Column: Pursuing racial justice despite costs is commendable

Georgetown University recently announced that, on the advice of its Working Group on Slavery, Memory and Reconciliation, it will offer preferential admissions treatment to descendants of enslaved individuals whose “labor and value benefited the University.”

This decision received a significant amount of press nationally, but it has a particular resonance locally.

The Chancellor’s Task Force on University of North Carolina at Chapel Hill History is tasked with planning historical markers, recommending improvements on published information about UNC’s buildings and monuments, studying the feasibility of a public space to house a permanent exhibit on UNC history and exploring opportunities to communicate the school’s history.

That list of tasks should be expanded to include studying opportunities for and the feasibility of reparative justice.

UNC has often struggled with coming to terms with its history of racial injustice, but recent gestures like the addition of a plaque on Hurston Hall recognize that past.

These gestures acknowledge that UNC was built with stolen labor and has often celebrated white supremacists.

These are positive steps, but if UNC wants to truly rebuke its past injustices, it needs to indicate a willingness to repay its ill-gotten gains. An apology without recompense is insincere.

This first step in the process is serious and focused study. It is easy to list injustices committed by UNC — from the enslaved individuals who built Old East to the exclusion of students of color until 1955.

Less straightforward is finding direct and meaningful ways to act. The place of the task force should be to both clearly define injustices and suggest opportunities for reparative justice.

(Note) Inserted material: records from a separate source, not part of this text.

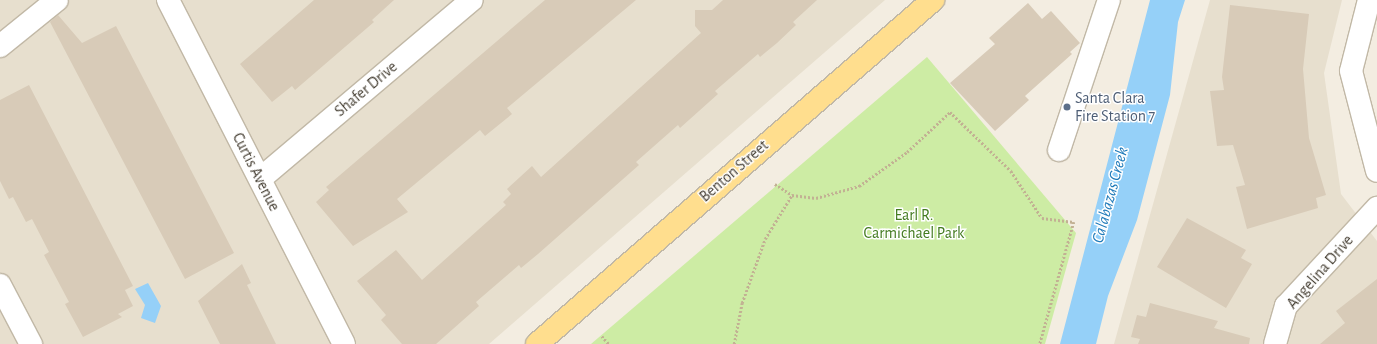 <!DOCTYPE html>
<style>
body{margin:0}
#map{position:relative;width:1377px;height:344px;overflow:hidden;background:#f3ede1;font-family:"Alegreya Sans",sans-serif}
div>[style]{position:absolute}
.residential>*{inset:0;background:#e7dfce}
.green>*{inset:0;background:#cdeca4}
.water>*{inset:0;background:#95d0f8}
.building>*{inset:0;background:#d8cbb8}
.path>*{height:2.5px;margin-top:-1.25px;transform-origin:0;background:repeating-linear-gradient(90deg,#c2b193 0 2px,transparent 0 4px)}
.roads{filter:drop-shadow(1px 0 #c1b8a6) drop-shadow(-1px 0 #c1b8a6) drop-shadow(0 1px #c1b8a6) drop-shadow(0 -1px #c1b8a6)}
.minor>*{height:22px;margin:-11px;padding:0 11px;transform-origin:11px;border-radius:11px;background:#fff}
.major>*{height:22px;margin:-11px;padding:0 11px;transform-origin:11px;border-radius:11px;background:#ffde8e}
.dots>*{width:11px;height:11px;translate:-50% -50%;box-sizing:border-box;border:2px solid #fff;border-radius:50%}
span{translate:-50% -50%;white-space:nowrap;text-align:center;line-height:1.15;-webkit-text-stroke:3px #fff;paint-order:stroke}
.street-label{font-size:16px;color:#443d31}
.service-label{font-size:16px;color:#4e5e75}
.left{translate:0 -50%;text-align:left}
.park-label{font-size:16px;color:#437b1f}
.water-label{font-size:17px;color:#207bba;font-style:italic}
</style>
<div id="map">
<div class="residential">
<div style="clip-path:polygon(0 0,885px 0,489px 344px,0 344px)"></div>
<div style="clip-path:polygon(1210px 0,1342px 0,1324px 73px,1341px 194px,1377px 241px,1377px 344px,1114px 344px)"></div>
</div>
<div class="green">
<div style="clip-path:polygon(927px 57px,1076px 233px,1045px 344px,591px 344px)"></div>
</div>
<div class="water">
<div style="clip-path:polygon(1150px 0,1185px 0,1178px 22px,1170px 95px,1137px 220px,1108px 296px,1096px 344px,1060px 344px)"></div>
<div style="clip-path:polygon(148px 283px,161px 306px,155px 323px,141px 318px,145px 305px,135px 289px)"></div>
</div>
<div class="building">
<div style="clip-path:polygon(314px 0,394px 0,372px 20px,374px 22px,295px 90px,292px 86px,272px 102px,240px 64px)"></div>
<div style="clip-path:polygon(545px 0,636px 0,507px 108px,512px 114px,485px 136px,480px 130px,397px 199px,408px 212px,353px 246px,316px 202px,329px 190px,326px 187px)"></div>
<div style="clip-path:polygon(723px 0,817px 0,793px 22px,796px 25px,777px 43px,760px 57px,758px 54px,715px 91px,718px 94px,680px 128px,678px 125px,636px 162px,639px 165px,538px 254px,521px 268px,519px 265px,476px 302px,479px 306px,436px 344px,402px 344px,381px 320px,386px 315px,357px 281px,396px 250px,422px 280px,506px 205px,503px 202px,511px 194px,507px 189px,532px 166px,541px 177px,701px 33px,695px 26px,695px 10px,712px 10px)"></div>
<div style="clip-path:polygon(1028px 3px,1042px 19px,1051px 11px,1080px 43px,1070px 52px,1072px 54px,1025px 96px,1029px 100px,995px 131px,950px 83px,995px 44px,989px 38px)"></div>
<div style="clip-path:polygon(1230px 5px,1309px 14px,1303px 69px,1309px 138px,1326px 195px,1316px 198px,1318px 208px,1247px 229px,1236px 187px,1245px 185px,1233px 145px,1217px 146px,1210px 91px,1224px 90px,1222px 77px)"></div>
<div style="clip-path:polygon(58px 15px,82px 43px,116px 26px,234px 253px,185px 279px,50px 22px)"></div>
<div style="clip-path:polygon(29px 85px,133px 286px,125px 290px,133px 306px,118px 314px,122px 317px,83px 337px,65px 304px,69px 302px,44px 255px,49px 252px,32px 219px,26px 222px,13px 197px,9px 199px,0 181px,0 100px)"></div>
<div style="clip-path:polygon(1187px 218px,1246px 250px,1241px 258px,1252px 264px,1226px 308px,1157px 267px)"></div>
<div style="clip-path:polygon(242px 264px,251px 283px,247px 285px,276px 344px,220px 344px,198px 301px)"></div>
<div style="clip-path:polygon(1377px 279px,1377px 344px,1320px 344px,1345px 323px,1336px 311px)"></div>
<div style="clip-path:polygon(1150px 303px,1218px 321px,1214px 328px,1250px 338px,1249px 344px,1138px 344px,1140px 339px,1131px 337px,1137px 315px,1146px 317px)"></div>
</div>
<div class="path">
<div style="left:775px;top:184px;width:20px;rotate:33deg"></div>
<div style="left:792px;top:195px;width:24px;rotate:7deg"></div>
<div style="left:816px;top:198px;width:45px;rotate:-15.6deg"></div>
<div style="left:859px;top:186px;width:59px;rotate:-35.3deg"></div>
<div style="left:907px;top:152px;width:59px;rotate:-42.9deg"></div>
<div style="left:950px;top:112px;width:85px;rotate:44deg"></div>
<div style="left:1011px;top:171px;width:56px;rotate:56.6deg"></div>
<div style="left:1042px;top:218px;width:32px;rotate:7deg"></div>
<div style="left:1074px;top:222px;width:127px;rotate:105.6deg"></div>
<div style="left:602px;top:336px;width:11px;rotate:49deg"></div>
<div style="left:734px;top:344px;width:42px;rotate:-79deg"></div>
<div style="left:742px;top:303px;width:68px;rotate:-70.2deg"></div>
<div style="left:765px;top:239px;width:52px;rotate:-58.5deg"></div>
</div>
<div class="roads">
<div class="minor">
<div style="left:168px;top:0;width:386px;rotate:62.9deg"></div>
<div style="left:1369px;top:0;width:73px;rotate:104.2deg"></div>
<div style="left:1351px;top:71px;width:103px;rotate:75.4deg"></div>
<div style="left:0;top:46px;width:73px;rotate:-38.9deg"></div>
<div style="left:1059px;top:150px;width:158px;rotate:-71.6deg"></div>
<div style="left:260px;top:179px;width:277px;rotate:-40.2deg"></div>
<div style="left:0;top:285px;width:67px;rotate:62.3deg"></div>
<div style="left:1275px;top:344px;width:40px;rotate:-74deg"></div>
<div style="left:1286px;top:306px;width:134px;rotate:-47.1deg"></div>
</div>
<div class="major">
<div style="left:537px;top:344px;width:525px;rotate:-40.98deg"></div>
</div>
</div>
<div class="dots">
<div style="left:1067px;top:107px;background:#5c6f8a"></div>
</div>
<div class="street-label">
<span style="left:366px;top:89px;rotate:-40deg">Shafer Drive</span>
<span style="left:734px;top:171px;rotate:-41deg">Benton Street</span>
<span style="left:256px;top:172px;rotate:63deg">Curtis Avenue</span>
<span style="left:1320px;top:272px;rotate:-49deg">Angelina Drive</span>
</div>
<div class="service-label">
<span class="left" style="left:1075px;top:107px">Santa Clara<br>Fire Station 7</span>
</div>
<div class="park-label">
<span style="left:914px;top:224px">Earl R.<br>Carmichael Park</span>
</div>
<div class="water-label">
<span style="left:1110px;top:195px;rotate:-75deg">Calabazas Creek</span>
</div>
</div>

Talking about reparative justice is not actually a distribution of remuneration. Nonetheless, the value of honestly evaluating opportunities for restitution should not be discounted and is a crucial part of effective progress.

After the initial step, reparative justice on our campus could take a similar form as Georgetown’s efforts, but it doesn’t have to.

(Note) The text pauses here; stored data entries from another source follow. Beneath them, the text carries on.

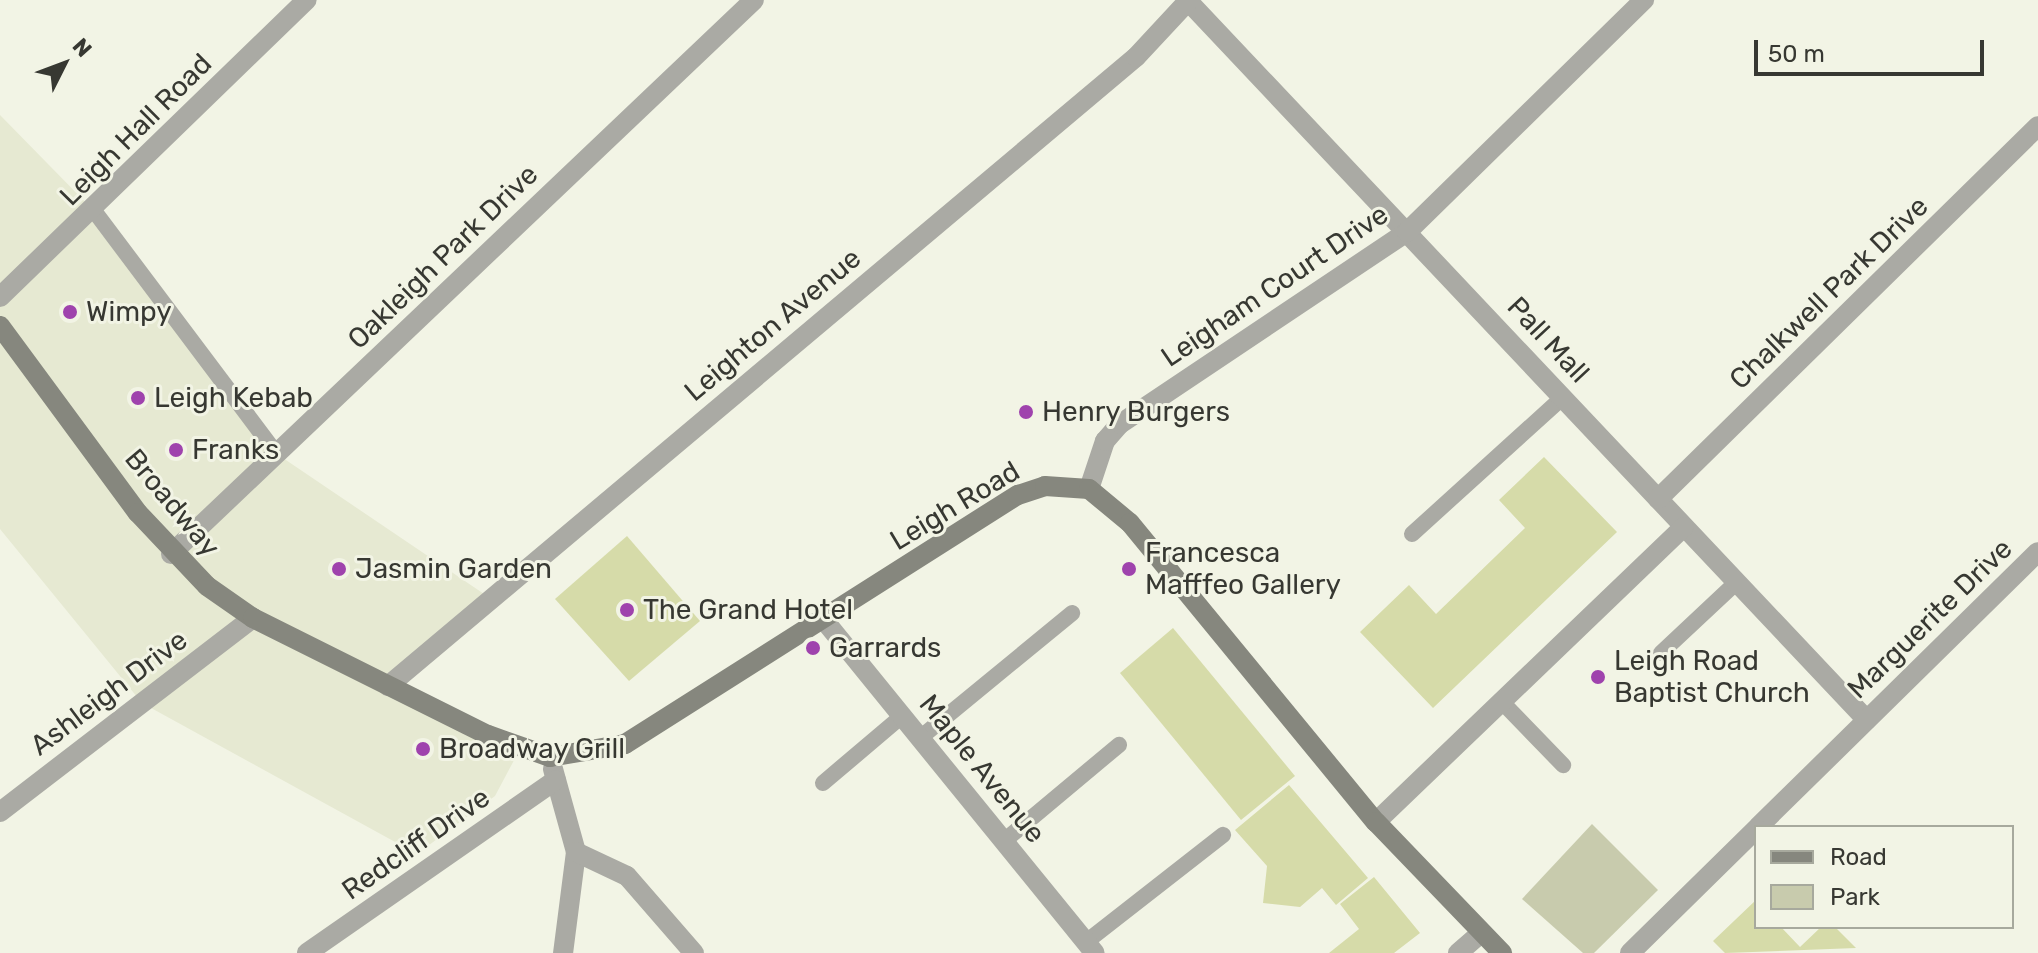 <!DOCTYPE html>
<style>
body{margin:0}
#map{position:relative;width:2038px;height:953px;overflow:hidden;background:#f2f4e5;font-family:Rubik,sans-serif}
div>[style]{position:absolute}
.built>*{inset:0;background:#e6e9d2}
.green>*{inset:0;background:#c8cbad}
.building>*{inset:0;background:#d6dba9}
.lane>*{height:16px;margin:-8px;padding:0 8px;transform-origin:8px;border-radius:8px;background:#aaaaa4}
.street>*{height:20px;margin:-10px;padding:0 10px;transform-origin:10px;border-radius:10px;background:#aaaaa4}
.secondary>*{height:20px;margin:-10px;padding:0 10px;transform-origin:10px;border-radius:10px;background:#86877e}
.dots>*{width:22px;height:22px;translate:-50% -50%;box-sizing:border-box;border:4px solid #f2f4e5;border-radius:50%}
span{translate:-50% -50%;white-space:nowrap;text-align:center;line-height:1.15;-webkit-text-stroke:6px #f2f4e5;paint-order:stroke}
.street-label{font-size:28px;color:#373832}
.poi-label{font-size:28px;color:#373832}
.left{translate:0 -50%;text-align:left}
.legend{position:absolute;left:1754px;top:825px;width:260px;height:104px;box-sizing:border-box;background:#f2f4e5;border:2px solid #a7a99d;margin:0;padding:10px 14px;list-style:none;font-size:24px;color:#373832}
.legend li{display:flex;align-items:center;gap:16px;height:40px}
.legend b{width:40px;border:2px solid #a7a99d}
.north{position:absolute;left:24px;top:24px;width:80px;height:80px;-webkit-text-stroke:6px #f2f4e5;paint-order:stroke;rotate:48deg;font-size:22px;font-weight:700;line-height:32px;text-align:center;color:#373832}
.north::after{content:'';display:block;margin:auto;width:28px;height:36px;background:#373832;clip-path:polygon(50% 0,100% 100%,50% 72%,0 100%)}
.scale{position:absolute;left:1754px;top:40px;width:230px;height:36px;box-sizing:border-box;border:4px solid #373832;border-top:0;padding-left:10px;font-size:24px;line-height:28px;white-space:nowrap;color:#373832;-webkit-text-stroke:6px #f2f4e5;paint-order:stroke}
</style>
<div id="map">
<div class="built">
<div style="clip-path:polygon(0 115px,95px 212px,277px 454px,490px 598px,389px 686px,520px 749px,495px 796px,417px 854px,142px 703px,0 529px)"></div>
</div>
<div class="green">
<div style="clip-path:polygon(1592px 824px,1658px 890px,1594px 953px,1583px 953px,1522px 899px)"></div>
</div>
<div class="building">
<div style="clip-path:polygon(1544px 457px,1617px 532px,1433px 708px,1360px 632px,1409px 585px,1436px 614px,1525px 528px,1499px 500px)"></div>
<div style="clip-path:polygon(627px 536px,700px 621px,629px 681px,555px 599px)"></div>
<div style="clip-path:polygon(1173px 628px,1295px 776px,1241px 820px,1120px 673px)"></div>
<div style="clip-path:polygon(1289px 785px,1368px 878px,1336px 905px,1322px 888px,1300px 907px,1263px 903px,1267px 866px,1235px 830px)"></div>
<div style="clip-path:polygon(1374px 877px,1420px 933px,1394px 953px,1329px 953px,1359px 929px,1340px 904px)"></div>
<div style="clip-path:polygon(1756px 900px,1756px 927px,1781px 927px,1800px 947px,1821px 927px,1835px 927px,1856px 948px,1725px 953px,1713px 941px)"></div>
</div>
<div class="lane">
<div style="left:95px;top:212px;width:303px;rotate:53.1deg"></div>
<div style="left:1412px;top:534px;width:204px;rotate:-42.2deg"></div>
<div style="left:1661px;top:653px;width:104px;rotate:-43.1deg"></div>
<div style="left:1502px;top:702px;width:88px;rotate:45.9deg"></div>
<div style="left:920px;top:738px;width:197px;rotate:-39.4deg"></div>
<div style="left:823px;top:783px;width:104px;rotate:-40.3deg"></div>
<div style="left:1004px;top:841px;width:150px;rotate:-39.9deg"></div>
<div style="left:1086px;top:942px;width:174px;rotate:-38deg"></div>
</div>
<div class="street">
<div style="left:1187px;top:0;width:990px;rotate:46.64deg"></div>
<div style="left:0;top:297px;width:427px;rotate:-44.1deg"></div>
<div style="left:1089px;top:489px;width:51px;rotate:-71.6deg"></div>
<div style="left:1105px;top:441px;width:23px;rotate:-49deg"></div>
<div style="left:1120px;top:424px;width:345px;rotate:-33.8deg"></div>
<div style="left:1407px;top:232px;width:332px;rotate:-44.4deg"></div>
<div style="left:1658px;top:499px;width:532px;rotate:-44.47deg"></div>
<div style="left:171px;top:554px;width:804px;rotate:-43.54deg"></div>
<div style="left:824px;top:620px;width:429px;rotate:50.9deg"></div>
<div style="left:388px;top:686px;width:977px;rotate:-40.06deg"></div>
<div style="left:1136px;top:57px;width:76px;rotate:-47.1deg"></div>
<div style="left:553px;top:769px;width:86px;rotate:74.5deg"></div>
<div style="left:576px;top:852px;width:102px;rotate:97.3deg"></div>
<div style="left:0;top:812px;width:319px;rotate:-37.5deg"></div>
<div style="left:1376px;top:822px;width:426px;rotate:-43.8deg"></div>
<div style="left:1758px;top:827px;width:392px;rotate:-44.5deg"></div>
<div style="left:576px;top:852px;width:56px;rotate:25.2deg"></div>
<div style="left:627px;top:876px;width:102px;rotate:49deg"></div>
<div style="left:307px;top:953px;width:303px;rotate:-34.8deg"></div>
<div style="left:1458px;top:953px;width:29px;rotate:-41deg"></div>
<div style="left:1630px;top:953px;width:177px;rotate:-44.5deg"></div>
</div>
<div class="secondary">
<div style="left:0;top:326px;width:232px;rotate:53.6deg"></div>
<div style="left:138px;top:513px;width:100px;rotate:46.6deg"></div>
<div style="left:207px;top:586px;width:56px;rotate:34.8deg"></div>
<div style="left:253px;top:618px;width:263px;rotate:26.5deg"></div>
<div style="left:488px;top:735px;width:66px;rotate:19.5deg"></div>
<div style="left:550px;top:757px;width:76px;rotate:-9.8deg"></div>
<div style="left:625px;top:744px;width:465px;rotate:-32.4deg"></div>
<div style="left:1018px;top:495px;width:28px;rotate:-18deg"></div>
<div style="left:1045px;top:486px;width:44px;rotate:3.9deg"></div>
<div style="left:1089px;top:489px;width:53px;rotate:39.7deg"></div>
<div style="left:1130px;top:523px;width:387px;rotate:50.6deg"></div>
<div style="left:1376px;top:822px;width:182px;rotate:46.1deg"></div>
</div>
<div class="dots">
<div style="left:70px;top:312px;background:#9f43ad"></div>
<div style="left:138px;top:398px;background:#9f43ad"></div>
<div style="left:1026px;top:412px;background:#9f43ad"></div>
<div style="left:176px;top:450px;background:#9f43ad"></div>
<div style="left:339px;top:569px;background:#9f43ad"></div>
<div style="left:1129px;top:569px;background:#9f43ad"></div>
<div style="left:627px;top:610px;background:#9f43ad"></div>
<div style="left:813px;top:648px;background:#9f43ad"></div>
<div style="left:1598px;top:677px;background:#9f43ad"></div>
<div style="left:423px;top:749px;background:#9f43ad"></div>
</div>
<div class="street-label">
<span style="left:136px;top:130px;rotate:-45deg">Leigh Hall Road</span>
<span style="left:443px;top:257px;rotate:-44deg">Oakleigh Park Drive</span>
<span style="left:1275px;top:286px;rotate:-34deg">Leigham Court Drive</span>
<span style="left:1829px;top:293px;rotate:-44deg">Chalkwell Park Drive</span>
<span style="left:773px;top:325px;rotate:-40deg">Leighton Avenue</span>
<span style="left:1548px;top:340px;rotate:47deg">Pall Mall</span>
<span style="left:172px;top:503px;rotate:50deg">Broadway</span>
<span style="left:955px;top:506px;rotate:-31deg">Leigh Road</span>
<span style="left:1930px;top:619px;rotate:-44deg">Marguerite Drive</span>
<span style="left:109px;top:693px;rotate:-37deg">Ashleigh Drive</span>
<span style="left:982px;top:769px;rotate:51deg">Maple Avenue</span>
<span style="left:416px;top:844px;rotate:-35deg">Redcliff Drive</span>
</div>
<div class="poi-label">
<span class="left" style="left:86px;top:312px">Wimpy</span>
<span class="left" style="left:154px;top:398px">Leigh Kebab</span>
<span class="left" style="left:1042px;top:412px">Henry Burgers</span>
<span class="left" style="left:192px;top:450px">Franks</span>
<span class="left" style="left:1145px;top:569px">Francesca<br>Mafffeo Gallery</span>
<span class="left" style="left:355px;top:569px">Jasmin Garden</span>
<span class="left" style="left:643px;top:610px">The Grand Hotel</span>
<span class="left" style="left:829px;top:648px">Garrards</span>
<span class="left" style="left:1614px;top:677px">Leigh Road<br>Baptist Church</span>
<span class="left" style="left:439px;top:749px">Broadway Grill</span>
</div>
<ul class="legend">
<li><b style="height:10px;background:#86877e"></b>Road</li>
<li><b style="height:22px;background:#c8cbad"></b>Park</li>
</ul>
<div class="north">N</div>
<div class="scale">50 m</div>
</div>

Possible actions could include a statewide scholarship fund for all descendants of enslaved individuals or further investment in local predominantly Black neighborhoods like Northside. The ability of an individual to think of an opportunity might be limited, but UNC has an enormous capacity for conceiving a range of solutions.

Without that first step, any further action from UNC is limited to what is convenient rather than what is possible and just.

This doesn’t mean that the task force won’t produce valuable work. It just means that it will continue to ignore one of the most powerful tools for combating a history of injustice. We should not gesture toward reparative justice unless we truly believe and commit. If affected individuals wanted empty statements or false apologies, they have plenty to look back on.